Only lines containing "linecap" are wanted from the data below. Copy those lines.
____ SUPPLIED RECORDS
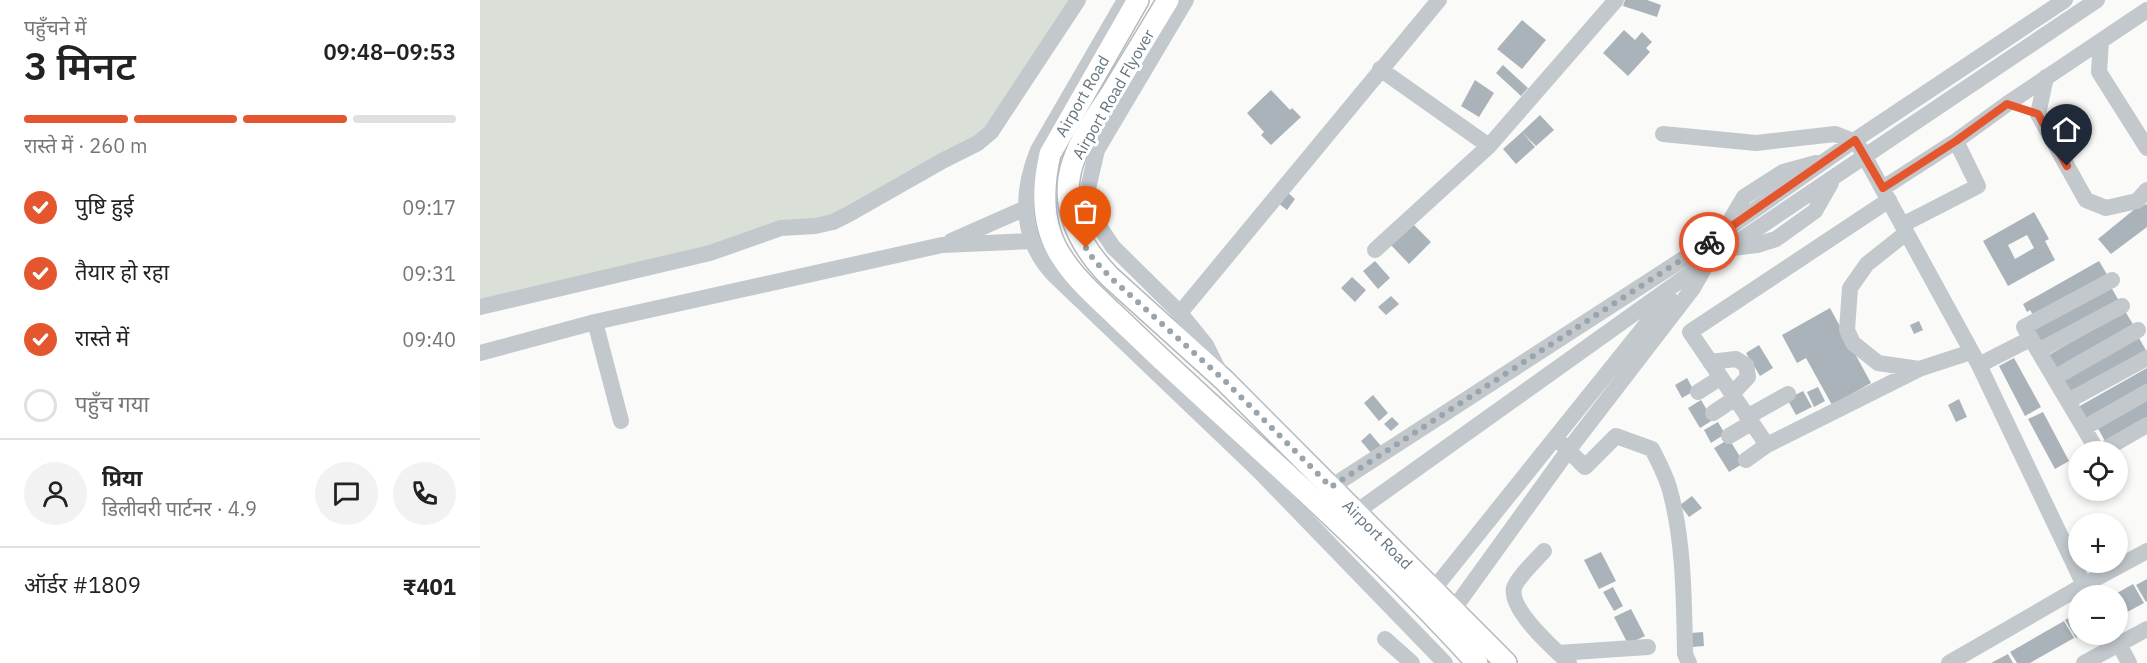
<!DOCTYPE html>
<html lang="hi">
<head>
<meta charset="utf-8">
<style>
  :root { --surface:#fff; --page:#f2f2f2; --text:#222; --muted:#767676; --line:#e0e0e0; --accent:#e4572e }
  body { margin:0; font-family:"IBM Plex Sans","Noto Sans Devanagari",sans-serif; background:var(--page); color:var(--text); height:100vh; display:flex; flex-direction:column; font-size:22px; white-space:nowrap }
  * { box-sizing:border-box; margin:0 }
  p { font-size:20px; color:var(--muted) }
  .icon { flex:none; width:33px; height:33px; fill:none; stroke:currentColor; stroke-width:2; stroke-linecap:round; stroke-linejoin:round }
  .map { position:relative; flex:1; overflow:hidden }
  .details { display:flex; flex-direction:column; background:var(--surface); width:480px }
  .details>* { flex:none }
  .fabs { position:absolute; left:1588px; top:441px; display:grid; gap:12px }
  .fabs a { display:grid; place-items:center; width:60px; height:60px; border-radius:50%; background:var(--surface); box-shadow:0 3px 9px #0003; font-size:30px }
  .pin { position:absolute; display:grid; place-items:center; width:51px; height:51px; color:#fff; margin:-62px -26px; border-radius:50% 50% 50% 0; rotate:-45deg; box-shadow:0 0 6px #0007 }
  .pin .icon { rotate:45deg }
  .courier { position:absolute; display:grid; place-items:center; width:60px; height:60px; margin:-30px; border:4px solid #e4572e; border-radius:50%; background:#fff; color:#222; box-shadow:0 2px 8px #0007 }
  .overview em { font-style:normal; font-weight:600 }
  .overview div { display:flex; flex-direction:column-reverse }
  .overview { display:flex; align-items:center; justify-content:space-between; height:102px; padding:0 24px }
  h1 { font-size:39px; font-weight:600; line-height:45px }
  .bar { display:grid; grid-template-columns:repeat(4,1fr); gap:9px 6px; align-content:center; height:72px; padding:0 24px }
  .bar i { height:8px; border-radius:4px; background:var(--line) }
  .bar .active { background:var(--accent) }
  .bar p { grid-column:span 4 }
  .line { display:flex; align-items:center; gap:15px; padding:0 24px; border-top:2px solid var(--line) }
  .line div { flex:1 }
  .round { display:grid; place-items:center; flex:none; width:63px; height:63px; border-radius:32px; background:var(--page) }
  ol { padding:0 24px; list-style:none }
  li { display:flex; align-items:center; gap:18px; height:66px }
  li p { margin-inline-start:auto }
  li .icon { padding:6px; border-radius:50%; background:var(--accent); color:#fff; stroke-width:4 }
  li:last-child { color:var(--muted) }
  li i { width:33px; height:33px; border:3px solid var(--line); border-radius:50% }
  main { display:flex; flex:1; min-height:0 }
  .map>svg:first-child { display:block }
  .green { fill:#dadfd7 }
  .building { fill:#aab3b9; fill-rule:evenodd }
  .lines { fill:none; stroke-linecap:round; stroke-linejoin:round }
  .major-casing { stroke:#b5babe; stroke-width:24 }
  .minor { stroke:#c3c8cc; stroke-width:16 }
  .major { stroke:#fff; stroke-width:21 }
  .done { stroke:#99a4ac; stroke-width:6; stroke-dasharray:0 10.8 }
  .route { stroke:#e4572e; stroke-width:8 }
  .labels { text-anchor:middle; stroke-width:6; stroke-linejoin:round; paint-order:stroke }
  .street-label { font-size:16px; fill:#657683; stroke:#fff }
</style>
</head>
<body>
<main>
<section class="details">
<div class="overview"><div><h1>3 मिनट</h1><p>पहुँचने में</p></div><em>09:48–09:53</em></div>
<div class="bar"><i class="active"></i><i class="active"></i><i class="active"></i><i></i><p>रास्ते में · 260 m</p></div>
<ol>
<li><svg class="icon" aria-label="check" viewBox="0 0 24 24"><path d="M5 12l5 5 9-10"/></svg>पुष्टि हुई<p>09:17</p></li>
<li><svg class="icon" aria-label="check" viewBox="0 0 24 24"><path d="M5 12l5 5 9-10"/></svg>तैयार हो रहा<p>09:31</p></li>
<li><svg class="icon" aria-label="check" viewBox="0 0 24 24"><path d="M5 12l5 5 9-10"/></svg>रास्ते में<p>09:40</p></li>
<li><i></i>पहुँच गया</li>
</ol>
<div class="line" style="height:108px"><a class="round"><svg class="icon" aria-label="person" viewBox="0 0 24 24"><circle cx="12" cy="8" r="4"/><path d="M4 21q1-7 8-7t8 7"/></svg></a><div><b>प्रिया</b><p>डिलीवरी पार्टनर · 4.9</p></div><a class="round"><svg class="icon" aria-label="chat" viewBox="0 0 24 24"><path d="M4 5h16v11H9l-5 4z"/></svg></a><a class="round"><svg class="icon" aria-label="phone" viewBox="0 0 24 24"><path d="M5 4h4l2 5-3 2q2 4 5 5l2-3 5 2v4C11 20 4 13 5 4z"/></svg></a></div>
<div class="line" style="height:78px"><div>ऑर्डर #1809</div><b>₹401</b></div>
</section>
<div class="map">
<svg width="1667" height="663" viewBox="0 0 1667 663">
  <rect width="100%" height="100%" fill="#fafaf8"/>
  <!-- green -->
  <path class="green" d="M0,0H590L506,126L490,141L370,209L225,250L0,301Z"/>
  <!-- building -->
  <path class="building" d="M1145,0H1167L1181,5L1177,17L1143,6Z
    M1042,20L1066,40L1042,69L1017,49Z
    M1144,30L1155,40L1162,32L1172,42L1166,48L1170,52L1148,76L1123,53Z
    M1023,65L1048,88L1041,96L1016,73Z
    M995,80L1014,93L999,117L981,106Z
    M791,90L810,110L812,108L821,117L791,145L781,135L784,132L767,113Z
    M1060,115L1074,130L1056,146L1042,132Z
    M1042,132L1055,147L1036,164L1023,149Z
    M807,192L815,199L807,210L798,203Z
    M1667,204V227L1631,254L1618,239L1656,208Z
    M1554,212L1569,239L1565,241L1575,260L1528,286L1503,241ZM1547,235L1554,248L1535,259L1528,245Z
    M932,223L951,242L929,264L910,244Z
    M895,261L910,278L898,289L883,271Z
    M1619,261L1628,276L1555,318L1550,310L1547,312L1543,304Z
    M872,277L886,290L875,302L861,288Z
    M1631,287L1639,301L1560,346L1552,331Z
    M911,296L919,304L906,315L898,307Z
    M1350,308L1391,383L1352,405L1326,358L1317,363L1302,335Z
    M1645,311L1654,326L1575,371L1567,356Z
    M1439,321L1443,330L1434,334L1430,325Z
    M1659,338L1667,352L1591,396L1582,381Z
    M1279,345L1293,368L1280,376L1266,353Z
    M1534,358L1561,407L1545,416L1519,366Z
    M1667,368V387L1606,422L1598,407Z
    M1207,378L1214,391L1202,398L1195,385Z
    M1338,387L1345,401L1334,407L1327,392Z
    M1323,391L1332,407L1316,415L1307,399Z
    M893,395L908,413L899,421L884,403Z
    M1667,398V419L1625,441L1616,425Z
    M1479,399L1487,417L1476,422L1468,405Z
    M1221,400L1233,420L1220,428L1208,408Z
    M1563,412L1589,461L1575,469L1548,419Z
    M912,417L919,424L911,431L904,424Z
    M1238,422L1245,434L1231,443L1224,430Z
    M890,433L901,446L892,454L881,441Z
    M1249,439L1264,463L1249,472L1234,448Z
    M1212,496L1222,508L1209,517L1200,505Z
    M1121,552L1136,581L1119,589L1104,560Z
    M1667,579V601L1666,602L1656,585Z
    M1653,584L1664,603L1638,617V596H1632Z
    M1133,587L1143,606L1134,611L1123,592Z
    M1151,609L1165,636L1148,644L1134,617Z
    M1599,612V634H1603L1596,638L1585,620Z
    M1584,621L1594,638L1550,663H1537L1530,652Z
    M1223,632L1224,646L1212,647L1211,633Z
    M1528,654L1533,663H1511Z"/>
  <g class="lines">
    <defs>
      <g id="major">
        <path d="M658,0L570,154C562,189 561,228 583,259C596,279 615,296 632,312C664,343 696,373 729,403C821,487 913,570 997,663"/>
        <path id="s1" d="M688,0C669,31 650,63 631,94C617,115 601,137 593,162C578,206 600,246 630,277L744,380L1026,663"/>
      </g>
    </defs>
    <!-- major casing -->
    <use href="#major" class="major-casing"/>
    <!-- minor -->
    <path class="minor" d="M645,0L558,150C540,194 540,239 574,275L779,471L965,663
      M706,0L617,150L607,193L611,214L633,247L700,313L726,345L740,373
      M1621,41L1619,72L1667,148
      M900,69L1009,146
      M1566,77L1558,114L1606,200L1626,208L1657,201L1667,190
      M1183,134L1276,143L1355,134L1373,141
      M1380,148L1499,365L1604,585
      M1403,188L1476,141L1527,104L1667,10
      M1422,225L1498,186L1476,141
      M1245,229L1264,197L1303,172L1336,163
      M1426,233L1387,264L1370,288L1367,330L1373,343L1398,363L1439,369L1491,352
      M471,241L546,208
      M1253,248L1277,245L1296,239L1335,211L1351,183
      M895,250L1009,146L1136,0
      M0,307L230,253L301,228L335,226L353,222L369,214L464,160L498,143L511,132L598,0
      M700,313L959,0
      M115,322L141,421
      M1558,351L1642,306
      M0,353L115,322L462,245L552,241
      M1230,362L1256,359L1266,365L1268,377L1252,394
      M1499,365L1550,339
      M1574,378L1658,330
      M1218,392L1240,378
      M1588,401L1667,358
      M1233,413L1254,399
      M1267,417L1308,394
      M1604,428L1667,392
      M1249,436L1271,423
      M1082,444L1105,467L1136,436L1172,449C1178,461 1185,474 1189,487C1204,539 1204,600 1205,654L1209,663
      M1287,445L1210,332L1409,200
      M1618,452L1544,327L1632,280
      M1620,452L1667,425
      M1266,460L1287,445L1439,369
      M851,487L1217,250L1375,140L1585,0
      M876,512L1201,280L1617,0
      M1064,551C1056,560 1037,578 1034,588C1029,610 1075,650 1089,663
      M953,590L1189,296
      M973,610L1090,448L1213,288L1226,265
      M905,639L932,663
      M1639,644L1649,663
      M1078,653L1168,647
      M1469,663L1604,585L1667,551
      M1604,663L1667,629"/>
    <!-- major -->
    <use href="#major" class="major"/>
  </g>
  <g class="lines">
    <!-- done -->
    <path class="done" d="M606,248L614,260L630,277L744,380L851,487L1229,242"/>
    <!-- route -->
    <path class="route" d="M1229,242L1375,140L1403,188L1476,141L1527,104L1558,114L1587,166"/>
  </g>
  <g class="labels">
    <!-- street labels -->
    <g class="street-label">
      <text transform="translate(633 94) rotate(-60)" y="6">Airport Road Flyover</text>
      <text transform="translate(602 96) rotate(-60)" y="6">Airport Road</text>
      <text dy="6" stroke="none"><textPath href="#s1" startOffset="687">Airport Road</textPath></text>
    </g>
  </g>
</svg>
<div class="fabs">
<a><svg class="icon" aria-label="locate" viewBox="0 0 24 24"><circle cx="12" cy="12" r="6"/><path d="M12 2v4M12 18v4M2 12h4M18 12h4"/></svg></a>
<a>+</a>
<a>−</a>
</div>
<div class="pin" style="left:606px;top:248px;background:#ea580c"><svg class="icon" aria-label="bag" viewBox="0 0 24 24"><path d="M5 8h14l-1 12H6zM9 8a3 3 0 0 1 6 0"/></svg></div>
<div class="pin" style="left:1587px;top:166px;background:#1f2937"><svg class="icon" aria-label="home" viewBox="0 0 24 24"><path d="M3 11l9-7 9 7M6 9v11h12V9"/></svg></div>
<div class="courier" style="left:1229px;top:242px"><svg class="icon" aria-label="bike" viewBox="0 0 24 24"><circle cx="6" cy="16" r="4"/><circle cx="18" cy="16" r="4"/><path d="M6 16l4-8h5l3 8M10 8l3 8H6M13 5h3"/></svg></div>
</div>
</main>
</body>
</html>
________
-- ANSWER TO THIS PROBLEM --
  .icon { flex:none; width:33px; height:33px; fill:none; stroke:currentColor; stroke-width:2; stroke-linecap:round; stroke-linejoin:round }
  .lines { fill:none; stroke-linecap:round; stroke-linejoin:round }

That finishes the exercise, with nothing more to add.